Almanaque de Asneiras


_ Um centramento no..., centramento na..., centramento em...

Palavras proferidas por Sua Excelência a Senhora Ministro(*) da Educação de Portugal, no Telejornal da RTP 1, hoje, às 14:05 h. Em triplicado, como transcrito.

centramento
Dicionário Houaiss: não consta
Enciclopédia 1: não consta
Enciclopédia 2: não consta
Dicionário P.E.: não consta
Dicionário T.E.: não consta
Prontuário ortográfico: não consta
Google (pt): 412 referências


"Centramento" não consta, em nenhum dicionário ou enciclopédia, como palavra "derivada" ou composta por sufixação, nem do substantivo "centro", nem do adjectivo "central", nem do verbo "centrar".

Provavelmente, a Senhora Ministro(*) referia-se a um site de meditação transcendental brasileiro, o Centramento.

Confere.

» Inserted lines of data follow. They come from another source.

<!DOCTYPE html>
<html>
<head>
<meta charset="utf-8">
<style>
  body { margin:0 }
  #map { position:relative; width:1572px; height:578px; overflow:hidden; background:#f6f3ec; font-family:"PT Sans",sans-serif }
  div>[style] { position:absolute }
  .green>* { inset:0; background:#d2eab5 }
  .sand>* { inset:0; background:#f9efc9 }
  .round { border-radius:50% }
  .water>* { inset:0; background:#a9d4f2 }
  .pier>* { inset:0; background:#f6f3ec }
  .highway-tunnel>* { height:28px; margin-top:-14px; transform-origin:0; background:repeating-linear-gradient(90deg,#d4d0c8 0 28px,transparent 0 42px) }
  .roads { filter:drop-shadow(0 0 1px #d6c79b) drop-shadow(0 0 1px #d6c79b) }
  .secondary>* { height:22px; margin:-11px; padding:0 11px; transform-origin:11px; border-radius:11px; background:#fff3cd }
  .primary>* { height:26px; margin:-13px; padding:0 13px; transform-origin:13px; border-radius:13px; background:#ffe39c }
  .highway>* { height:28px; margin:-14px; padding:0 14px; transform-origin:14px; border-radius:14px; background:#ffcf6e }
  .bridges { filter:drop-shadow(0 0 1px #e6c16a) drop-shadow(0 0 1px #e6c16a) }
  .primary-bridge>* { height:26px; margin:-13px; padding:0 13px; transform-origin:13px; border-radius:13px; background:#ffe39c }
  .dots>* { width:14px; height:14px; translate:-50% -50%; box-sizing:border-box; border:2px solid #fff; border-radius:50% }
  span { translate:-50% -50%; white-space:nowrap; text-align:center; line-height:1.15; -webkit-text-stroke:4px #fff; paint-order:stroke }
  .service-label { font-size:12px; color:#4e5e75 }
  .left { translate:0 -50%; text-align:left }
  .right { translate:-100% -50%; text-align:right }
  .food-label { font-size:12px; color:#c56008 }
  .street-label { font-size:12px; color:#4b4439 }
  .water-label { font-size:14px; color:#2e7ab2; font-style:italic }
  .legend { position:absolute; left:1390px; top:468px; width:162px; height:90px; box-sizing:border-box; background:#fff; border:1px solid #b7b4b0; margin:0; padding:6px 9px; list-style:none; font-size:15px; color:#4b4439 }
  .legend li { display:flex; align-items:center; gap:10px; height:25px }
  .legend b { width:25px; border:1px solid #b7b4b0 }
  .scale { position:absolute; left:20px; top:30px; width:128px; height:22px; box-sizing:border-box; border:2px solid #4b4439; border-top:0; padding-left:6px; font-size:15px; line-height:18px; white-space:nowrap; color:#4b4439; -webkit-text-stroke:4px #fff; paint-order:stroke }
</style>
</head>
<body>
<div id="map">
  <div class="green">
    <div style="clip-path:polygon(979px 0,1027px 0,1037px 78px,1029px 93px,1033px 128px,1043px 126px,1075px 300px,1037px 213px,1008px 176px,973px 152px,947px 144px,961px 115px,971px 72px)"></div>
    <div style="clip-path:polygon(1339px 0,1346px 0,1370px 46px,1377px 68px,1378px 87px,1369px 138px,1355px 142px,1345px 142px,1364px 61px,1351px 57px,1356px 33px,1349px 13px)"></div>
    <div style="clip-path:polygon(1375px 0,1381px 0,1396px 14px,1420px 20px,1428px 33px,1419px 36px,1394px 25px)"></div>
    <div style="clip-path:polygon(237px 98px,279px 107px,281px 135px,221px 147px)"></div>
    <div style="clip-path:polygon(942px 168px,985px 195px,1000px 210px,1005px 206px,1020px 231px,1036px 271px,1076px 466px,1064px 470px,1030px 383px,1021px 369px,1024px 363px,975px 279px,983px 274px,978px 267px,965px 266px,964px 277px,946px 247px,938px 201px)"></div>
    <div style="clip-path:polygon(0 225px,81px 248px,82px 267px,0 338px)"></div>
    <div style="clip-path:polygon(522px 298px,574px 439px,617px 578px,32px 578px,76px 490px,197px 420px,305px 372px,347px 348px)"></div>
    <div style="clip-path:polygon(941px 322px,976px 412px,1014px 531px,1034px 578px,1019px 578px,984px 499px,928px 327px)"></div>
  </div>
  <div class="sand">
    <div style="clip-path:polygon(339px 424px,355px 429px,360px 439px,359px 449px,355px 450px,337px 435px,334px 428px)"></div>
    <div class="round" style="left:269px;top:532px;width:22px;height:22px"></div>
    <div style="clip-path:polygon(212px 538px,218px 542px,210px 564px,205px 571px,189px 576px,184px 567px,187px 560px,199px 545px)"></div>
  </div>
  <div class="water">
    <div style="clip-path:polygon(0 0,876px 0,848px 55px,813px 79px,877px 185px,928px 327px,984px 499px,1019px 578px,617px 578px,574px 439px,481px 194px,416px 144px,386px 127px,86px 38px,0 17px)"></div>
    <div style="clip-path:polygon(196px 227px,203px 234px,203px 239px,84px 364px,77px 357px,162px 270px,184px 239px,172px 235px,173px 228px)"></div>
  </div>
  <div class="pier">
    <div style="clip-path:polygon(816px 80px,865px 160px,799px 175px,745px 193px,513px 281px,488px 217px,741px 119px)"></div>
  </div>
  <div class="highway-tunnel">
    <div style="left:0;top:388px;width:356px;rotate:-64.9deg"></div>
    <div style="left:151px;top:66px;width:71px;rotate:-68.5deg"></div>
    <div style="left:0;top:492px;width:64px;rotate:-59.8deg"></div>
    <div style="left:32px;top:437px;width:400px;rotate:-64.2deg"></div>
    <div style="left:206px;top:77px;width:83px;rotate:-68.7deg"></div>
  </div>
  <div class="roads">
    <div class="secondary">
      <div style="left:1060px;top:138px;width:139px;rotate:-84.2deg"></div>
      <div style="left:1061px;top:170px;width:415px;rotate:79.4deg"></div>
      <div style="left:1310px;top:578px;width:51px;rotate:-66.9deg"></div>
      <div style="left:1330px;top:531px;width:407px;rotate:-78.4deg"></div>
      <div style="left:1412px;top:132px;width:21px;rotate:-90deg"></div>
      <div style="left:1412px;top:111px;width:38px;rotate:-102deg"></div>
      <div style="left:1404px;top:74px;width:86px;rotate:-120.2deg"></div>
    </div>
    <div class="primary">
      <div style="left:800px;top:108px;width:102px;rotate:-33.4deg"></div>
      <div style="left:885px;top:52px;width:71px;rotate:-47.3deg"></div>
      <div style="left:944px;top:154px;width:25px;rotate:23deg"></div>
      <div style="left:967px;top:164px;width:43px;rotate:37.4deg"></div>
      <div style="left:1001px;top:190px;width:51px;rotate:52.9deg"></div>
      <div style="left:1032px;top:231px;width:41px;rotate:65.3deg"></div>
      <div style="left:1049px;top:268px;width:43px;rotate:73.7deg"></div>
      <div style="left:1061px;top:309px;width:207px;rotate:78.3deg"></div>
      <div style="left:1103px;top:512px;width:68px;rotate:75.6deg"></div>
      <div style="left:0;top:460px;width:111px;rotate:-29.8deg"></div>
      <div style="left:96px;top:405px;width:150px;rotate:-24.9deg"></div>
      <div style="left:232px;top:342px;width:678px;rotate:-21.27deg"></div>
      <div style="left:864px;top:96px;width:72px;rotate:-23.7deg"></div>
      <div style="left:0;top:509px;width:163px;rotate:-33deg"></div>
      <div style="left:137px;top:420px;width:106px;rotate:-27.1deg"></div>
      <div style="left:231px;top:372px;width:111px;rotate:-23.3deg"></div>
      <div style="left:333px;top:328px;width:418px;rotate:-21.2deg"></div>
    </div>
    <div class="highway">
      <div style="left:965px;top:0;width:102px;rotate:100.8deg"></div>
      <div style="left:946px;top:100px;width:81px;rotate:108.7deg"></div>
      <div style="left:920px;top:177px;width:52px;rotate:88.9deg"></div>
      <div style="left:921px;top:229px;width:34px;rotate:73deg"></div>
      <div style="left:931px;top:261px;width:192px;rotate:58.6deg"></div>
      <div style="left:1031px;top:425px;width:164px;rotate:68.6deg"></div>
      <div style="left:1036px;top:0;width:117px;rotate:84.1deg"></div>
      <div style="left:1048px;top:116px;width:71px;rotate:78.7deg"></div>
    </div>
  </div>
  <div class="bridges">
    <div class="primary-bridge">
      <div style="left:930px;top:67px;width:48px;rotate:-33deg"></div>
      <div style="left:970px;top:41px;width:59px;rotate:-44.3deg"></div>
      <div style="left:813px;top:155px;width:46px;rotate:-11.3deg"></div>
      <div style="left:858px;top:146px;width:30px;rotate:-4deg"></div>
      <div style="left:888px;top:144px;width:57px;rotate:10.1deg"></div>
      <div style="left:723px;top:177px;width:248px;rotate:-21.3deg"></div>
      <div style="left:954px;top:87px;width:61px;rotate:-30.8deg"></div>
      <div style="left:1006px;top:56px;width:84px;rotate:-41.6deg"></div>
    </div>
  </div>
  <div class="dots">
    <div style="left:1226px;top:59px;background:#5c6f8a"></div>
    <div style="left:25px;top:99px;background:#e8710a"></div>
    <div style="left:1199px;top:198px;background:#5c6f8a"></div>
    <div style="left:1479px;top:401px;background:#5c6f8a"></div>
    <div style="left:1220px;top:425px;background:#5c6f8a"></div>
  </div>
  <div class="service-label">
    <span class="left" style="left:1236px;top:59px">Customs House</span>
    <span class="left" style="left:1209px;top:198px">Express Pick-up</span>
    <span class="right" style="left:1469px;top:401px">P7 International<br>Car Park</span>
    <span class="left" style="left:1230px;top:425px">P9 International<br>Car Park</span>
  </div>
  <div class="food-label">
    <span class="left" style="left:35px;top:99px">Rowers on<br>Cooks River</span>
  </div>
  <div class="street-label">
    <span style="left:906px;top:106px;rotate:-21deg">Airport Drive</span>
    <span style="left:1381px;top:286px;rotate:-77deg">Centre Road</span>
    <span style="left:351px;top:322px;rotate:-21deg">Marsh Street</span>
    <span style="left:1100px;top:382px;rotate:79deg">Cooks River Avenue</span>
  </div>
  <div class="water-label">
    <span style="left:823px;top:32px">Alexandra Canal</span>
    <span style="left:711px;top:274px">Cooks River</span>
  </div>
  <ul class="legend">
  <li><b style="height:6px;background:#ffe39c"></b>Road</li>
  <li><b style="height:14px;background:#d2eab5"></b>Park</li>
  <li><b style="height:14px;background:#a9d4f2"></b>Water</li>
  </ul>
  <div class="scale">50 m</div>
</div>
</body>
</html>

Publique-se.



(*) A expressão idiomática "Senhora Ministra" foi pela primeira vez atestada pelo político Salgado Zenha (1923-1993). Primordialmente, o substantivo significava, entre outras coisas, "mulher medianeira, empenho, cunha". Por outro lado, a palavra "Ministro" nunca fez mal a ninguém, ao contrário de muitos assim designados. Digo eu, que não utilizo nem dicionárias nem enciclopédios.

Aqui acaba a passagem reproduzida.